*** Block opens ***

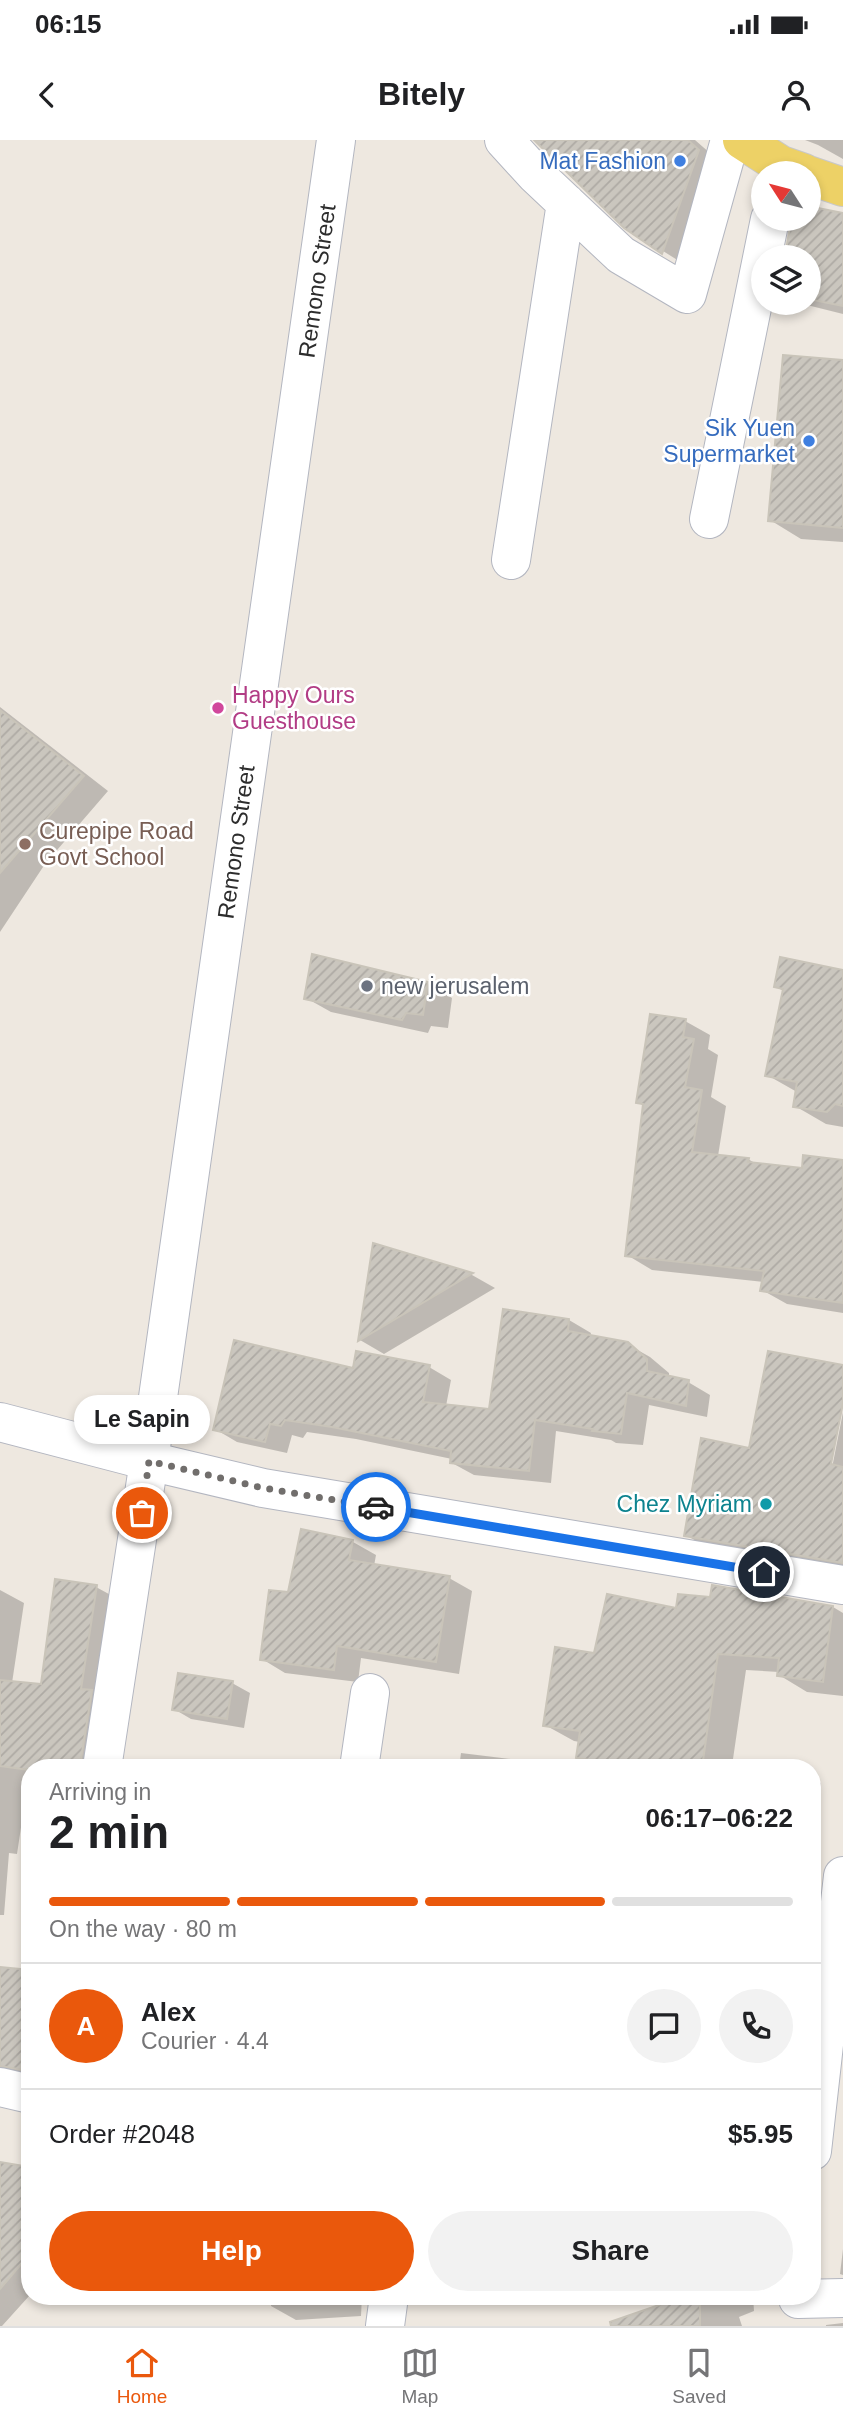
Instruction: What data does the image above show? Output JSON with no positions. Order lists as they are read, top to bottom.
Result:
{
  "streets": {
    "street": ["Remono Street"]
  },
  "places": [
    "Mat Fashion",
    "Sik Yuen Supermarket",
    "Happy Ours Guesthouse",
    "Curepipe Road Govt School",
    "new jerusalem",
    "Chez Myriam",
    "Le Sapin"
  ],
  "north": "top left",
  "page": {
    "status": "06:15",
    "header": "Bitely",
    "bubble": "Le Sapin",
    "heading": ["2 min", "Arriving in", "06:17–06:22"],
    "panel": [
      "Alex",
      "Courier · 4.4",
      "Order #2048",
      "$5.95"
    ],
    "bar": "On the way · 80 m",
    "round": "A",
    "buttons": ["Help", "Share"],
    "tabs": ["Home", "Map", "Saved"]
  }
}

*** Block closes ***

Exercise description
Give back every entry word for word, and drop the pictures as you go.

Result of the task
Instruction: What data does the image above show? Output JSON with no positions. Order lists as they are read, top to bottom.
Result:
{
  "streets": {
    "street": ["Remono Street"]
  },
  "places": [
    "Mat Fashion",
    "Sik Yuen Supermarket",
    "Happy Ours Guesthouse",
    "Curepipe Road Govt School",
    "new jerusalem",
    "Chez Myriam",
    "Le Sapin"
  ],
  "north": "top left",
  "page": {
    "status": "06:15",
    "header": "Bitely",
    "bubble": "Le Sapin",
    "heading": ["2 min", "Arriving in", "06:17–06:22"],
    "panel": [
      "Alex",
      "Courier · 4.4",
      "Order #2048",
      "$5.95"
    ],
    "bar": "On the way · 80 m",
    "round": "A",
    "buttons": ["Help", "Share"],
    "tabs": ["Home", "Map", "Saved"]
  }
}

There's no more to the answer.